Internally, we once had an OrderedIterator type that exposed operations like 
these (though not these two in particular, IIRC).  It never really caught on, 
though it was part of the motivation for Iterables.mergeSorted.

I see a handful of results for 'hasNext[(][)] && .*compareTo' on a regex search 
over the Google codebase, plus others that look promising for 'hasNext[(][)] && 
.*[.].*<' and 'hasNext[(][)] && .*peek.*<'.

Am I right to focus on the Comparator case?  (Maybe we'll need to revisit the 
idea of OrderedIterator....)

Original comment by cpov...@google.com on 2 Aug 2012 at 9:08

GoogleCodeExporter commented 9 years ago
Ugh, that's going to have a problem.  You'll have to write:

head(records, timeComparator(), newDummyRecordWithTime(time))

But you want to write:

head(records, timeOfRecord(), time)

In full generality, that's:

head(records, timeOfRecord(), Ordering.natural(), time)

But perhaps no one will require a non-natural ordering... until someone needs 
Ordering.natural().reverse()....

A plain Predicate doesn't have this problem -- though it's also less likely 
that someone will have an appropriate Predicate sitting around than an 
appropriate Comparator or even Function.

Original comment by cpov...@google.com on 2 Aug 2012 at 9:12

GoogleCodeExporter commented 9 years ago
The use case of comment #19 can *almost* be handled using the Ordering class, 
except that the #min and #max methods that take an Iterable do not accept a 
default value.
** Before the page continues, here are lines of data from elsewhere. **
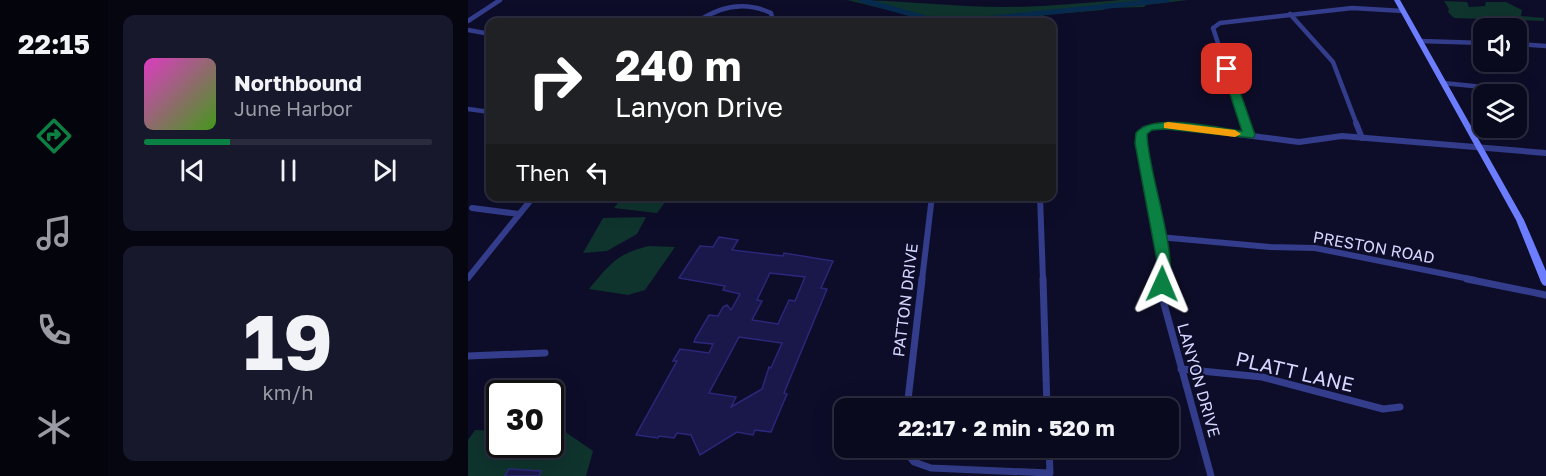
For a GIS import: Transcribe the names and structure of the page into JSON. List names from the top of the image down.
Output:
{
  "streets": {
    "street": [
      "PRESTON ROAD",
      "PATTON DRIVE",
      "PLATT LANE",
      "LANYON DRIVE"
    ]
  },
  "crossings": [
    ["PRESTON ROAD", "LANYON DRIVE"],
    ["PLATT LANE", "LANYON DRIVE"]
  ],
  "page": {
    "tabs": "22:15",
    "turn": ["240 m", "Lanyon Drive"],
    "song": ["Northbound", "June Harbor"],
    "then": "Then",
    "tile": ["19", "km/h"],
    "limit": "30",
    "trip": "22:17 · 2 min · 520 m"
  }
}
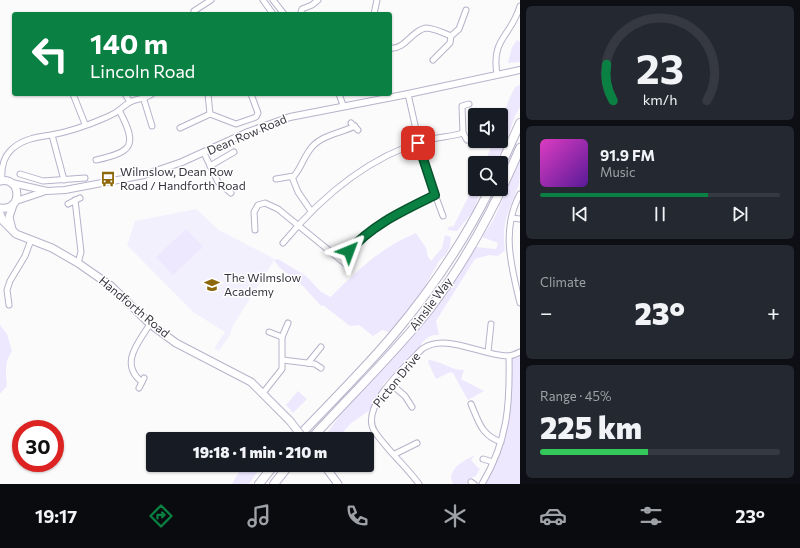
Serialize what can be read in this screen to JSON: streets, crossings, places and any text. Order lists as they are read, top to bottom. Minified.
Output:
{"streets":{"highway":["Ainslie Way"],"main road":["Handforth Road"],"street":["Dean Row Road","Picton Drive"]},"places":{"bus stop":["Wilmslow, Dean Row Road / Handforth Road"],"school or university":["The Wilmslow Academy"]},"page":{"turn":["140 m","Lincoln Road"],"song":["91.9 FM","Music"],"tile":["Climate",["Range · 45%","225 km"]],"heat":["−","23°","+"],"limit":"30","trip":"19:18 · 1 min · 210 m","tabs":["19:17","23°"],"gauge":["23","km/h"]}}
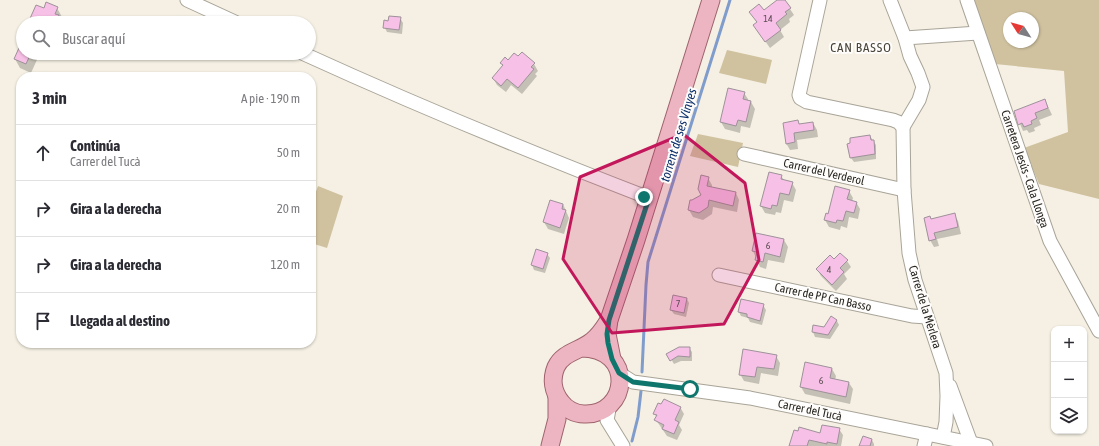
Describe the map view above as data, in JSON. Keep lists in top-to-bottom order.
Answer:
{
  "streets": {
    "street": [
      "Carretera Jesús - Cala Llonga",
      "Carrer del Verderol",
      "Carrer de PP Can Basso",
      "Carrer de la Mèrlera",
      "Carrer del Tucà"
    ]
  },
  "crossings": [
    ["Carrer del Verderol", "Carrer de la Mèrlera"],
    ["Carrer de PP Can Basso", "Carrer de la Mèrlera"],
    ["Carrer de la Mèrlera", "Carrer del Tucà"]
  ],
  "districts": ["CAN BASSO"],
  "water": ["torrent de ses Vinyes"],
  "house_numbers": [
    "14",
    "6",
    "4",
    "7",
    "6"
  ],
  "north": "top left",
  "page": {
    "search": "Buscar aquí",
    "heading": ["3 min", "A pie · 190 m"],
    "list": [
      ["Continúa", "Carrer del Tucà", "50 m"],
      ["Gira a la derecha", "20 m"],
      ["Gira a la derecha", "120 m"],
      "Llegada al destino"
    ],
    "map_buttons": ["+", "−"]
  }
}
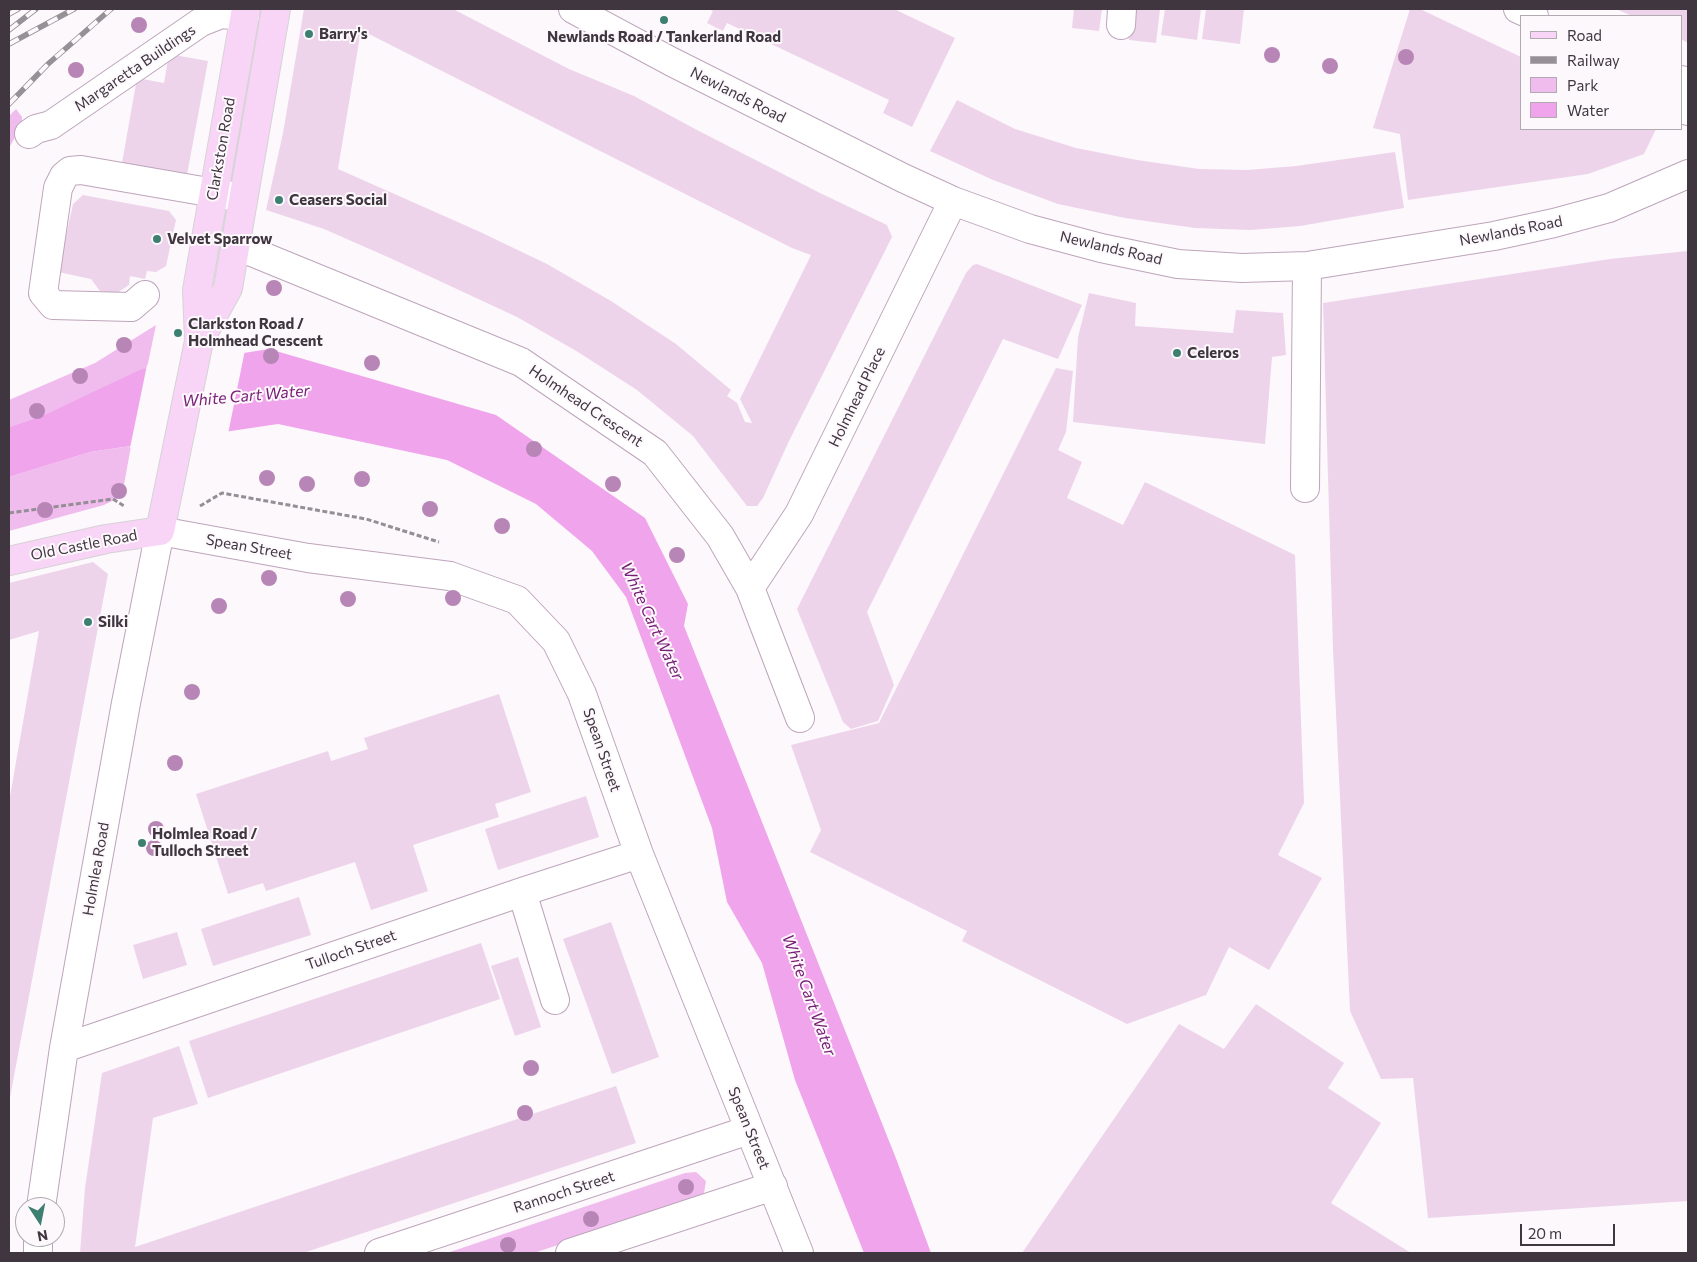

I.e., it seems to me one would want to write the following:

Ordering.from(Comparable<T>).min(Iterable<T>, T);
Ordering.from(Comparable<T>).max(Iterable<T>, T);

(But I appreciate this comment is slightly off topic.)

Original comment by stephan...@gmail.com on 2 Aug 2012 at 9:44

GoogleCodeExporter commented 9 years ago
I found myself wanting this today, where it had nothing to do with ordering.  I 
have a case where a Version is backed by a List<Integer> (highest significance 
first).  I need to consider [1, 2, 0] as the same as [1, 2].  This is easy 
enough for comparisons, but I also want those two Versions to be equal(), which 
is still easy as it's a comparison.  But then I need to implement hashCode and 
it gets difficult.  At that point, I need to be able to normalize.

So I want to be able to say "take until the remaining elements are all 0".  In 
Scala, that would be idiomatically

segments.reverse.dropWhile(_ == 0).reverse

Obviously if this were a Stream-like structure, or a cons list, this wouldn't 
be efficient.  But with LinkedList and ArrayList this is actually really 
efficient as reverse can be implemented as a live view.

If limit/skip or takeWhile/dropWhile were added to Iterables, this could be 
done in a similar way.  I think the current closest alternative would be 
something like "reverse, get the first index of the inverse predicate, 
translate it into a last index of the unreversed list, and then do a subList on 
the unreversed list."

Original comment by markpete...@gmail.com on 9 May 2013 at 8:50

GoogleCodeExporter commented 9 years ago
I come across uses for `limit` and `skip` every once in a while (and ordering 
doesn't help there).

Original comment by j...@nwsnet.de on 26 Jul 2013 at 4:39

GoogleCodeExporter commented 9 years ago
> But then I need to implement hashCode and it gets difficult.  At that point, 
I need to be able to normalize.

You don't.

int hash = 0; for (int i : reverse(list)) hash = 43 * hash + i;

> I think the current closest alternative...

IMHO currently anything but a simple loop makes no sense.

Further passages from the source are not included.